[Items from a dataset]
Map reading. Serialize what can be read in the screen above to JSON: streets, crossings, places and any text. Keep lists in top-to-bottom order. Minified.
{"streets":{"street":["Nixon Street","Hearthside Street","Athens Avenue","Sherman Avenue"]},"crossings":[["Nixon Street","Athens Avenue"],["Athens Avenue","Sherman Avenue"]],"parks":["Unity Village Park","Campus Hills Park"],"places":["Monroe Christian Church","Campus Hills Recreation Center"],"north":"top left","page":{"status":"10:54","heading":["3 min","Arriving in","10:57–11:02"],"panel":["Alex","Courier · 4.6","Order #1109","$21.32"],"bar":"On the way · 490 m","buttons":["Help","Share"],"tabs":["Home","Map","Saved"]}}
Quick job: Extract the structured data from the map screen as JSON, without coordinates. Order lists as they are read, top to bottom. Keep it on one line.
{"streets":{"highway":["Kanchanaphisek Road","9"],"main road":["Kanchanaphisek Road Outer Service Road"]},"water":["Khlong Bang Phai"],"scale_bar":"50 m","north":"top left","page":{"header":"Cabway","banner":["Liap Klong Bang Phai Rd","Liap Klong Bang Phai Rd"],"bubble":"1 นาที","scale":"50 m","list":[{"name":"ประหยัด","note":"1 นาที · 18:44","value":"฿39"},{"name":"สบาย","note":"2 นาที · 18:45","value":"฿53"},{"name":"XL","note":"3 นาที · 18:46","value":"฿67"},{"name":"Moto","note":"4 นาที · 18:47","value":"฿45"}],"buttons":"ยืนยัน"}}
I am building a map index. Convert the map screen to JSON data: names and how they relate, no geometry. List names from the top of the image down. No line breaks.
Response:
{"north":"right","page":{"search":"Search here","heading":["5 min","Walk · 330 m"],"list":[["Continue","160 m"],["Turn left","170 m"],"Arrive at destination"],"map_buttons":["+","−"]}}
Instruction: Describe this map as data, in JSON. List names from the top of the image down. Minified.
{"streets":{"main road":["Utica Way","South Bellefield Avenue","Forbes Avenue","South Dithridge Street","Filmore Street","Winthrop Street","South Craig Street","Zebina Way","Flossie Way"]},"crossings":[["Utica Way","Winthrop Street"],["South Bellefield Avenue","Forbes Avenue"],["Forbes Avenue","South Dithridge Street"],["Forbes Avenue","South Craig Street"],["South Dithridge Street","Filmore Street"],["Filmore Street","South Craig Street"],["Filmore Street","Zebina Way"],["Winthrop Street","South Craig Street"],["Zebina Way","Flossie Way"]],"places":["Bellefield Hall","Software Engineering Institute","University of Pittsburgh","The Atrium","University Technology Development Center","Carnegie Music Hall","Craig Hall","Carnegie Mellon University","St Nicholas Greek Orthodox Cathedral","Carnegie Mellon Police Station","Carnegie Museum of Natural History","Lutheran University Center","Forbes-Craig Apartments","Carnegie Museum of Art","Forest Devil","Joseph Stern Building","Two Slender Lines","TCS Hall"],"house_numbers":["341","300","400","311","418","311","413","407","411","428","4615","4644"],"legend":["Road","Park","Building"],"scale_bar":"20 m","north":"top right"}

- **YOUR INSTRUCTIONS**
The records above need to be duplicated. Keep every word unchanged.

- **PROBLEM SOLUTION**
Map reading. Serialize what can be read in the screen above to JSON: streets, crossings, places and any text. Keep lists in top-to-bottom order. Minified.
{"streets":{"street":["Nixon Street","Hearthside Street","Athens Avenue","Sherman Avenue"]},"crossings":[["Nixon Street","Athens Avenue"],["Athens Avenue","Sherman Avenue"]],"parks":["Unity Village Park","Campus Hills Park"],"places":["Monroe Christian Church","Campus Hills Recreation Center"],"north":"top left","page":{"status":"10:54","heading":["3 min","Arriving in","10:57–11:02"],"panel":["Alex","Courier · 4.6","Order #1109","$21.32"],"bar":"On the way · 490 m","buttons":["Help","Share"],"tabs":["Home","Map","Saved"]}}
Quick job: Extract the structured data from the map screen as JSON, without coordinates. Order lists as they are read, top to bottom. Keep it on one line.
{"streets":{"highway":["Kanchanaphisek Road","9"],"main road":["Kanchanaphisek Road Outer Service Road"]},"water":["Khlong Bang Phai"],"scale_bar":"50 m","north":"top left","page":{"header":"Cabway","banner":["Liap Klong Bang Phai Rd","Liap Klong Bang Phai Rd"],"bubble":"1 นาที","scale":"50 m","list":[{"name":"ประหยัด","note":"1 นาที · 18:44","value":"฿39"},{"name":"สบาย","note":"2 นาที · 18:45","value":"฿53"},{"name":"XL","note":"3 นาที · 18:46","value":"฿67"},{"name":"Moto","note":"4 นาที · 18:47","value":"฿45"}],"buttons":"ยืนยัน"}}
I am building a map index. Convert the map screen to JSON data: names and how they relate, no geometry. List names from the top of the image down. No line breaks.
Response:
{"north":"right","page":{"search":"Search here","heading":["5 min","Walk · 330 m"],"list":[["Continue","160 m"],["Turn left","170 m"],"Arrive at destination"],"map_buttons":["+","−"]}}
Instruction: Describe this map as data, in JSON. List names from the top of the image down. Minified.
{"streets":{"main road":["Utica Way","South Bellefield Avenue","Forbes Avenue","South Dithridge Street","Filmore Street","Winthrop Street","South Craig Street","Zebina Way","Flossie Way"]},"crossings":[["Utica Way","Winthrop Street"],["South Bellefield Avenue","Forbes Avenue"],["Forbes Avenue","South Dithridge Street"],["Forbes Avenue","South Craig Street"],["South Dithridge Street","Filmore Street"],["Filmore Street","South Craig Street"],["Filmore Street","Zebina Way"],["Winthrop Street","South Craig Street"],["Zebina Way","Flossie Way"]],"places":["Bellefield Hall","Software Engineering Institute","University of Pittsburgh","The Atrium","University Technology Development Center","Carnegie Music Hall","Craig Hall","Carnegie Mellon University","St Nicholas Greek Orthodox Cathedral","Carnegie Mellon Police Station","Carnegie Museum of Natural History","Lutheran University Center","Forbes-Craig Apartments","Carnegie Museum of Art","Forest Devil","Joseph Stern Building","Two Slender Lines","TCS Hall"],"house_numbers":["341","300","400","311","418","311","413","407","411","428","4615","4644"],"legend":["Road","Park","Building"],"scale_bar":"20 m","north":"top right"}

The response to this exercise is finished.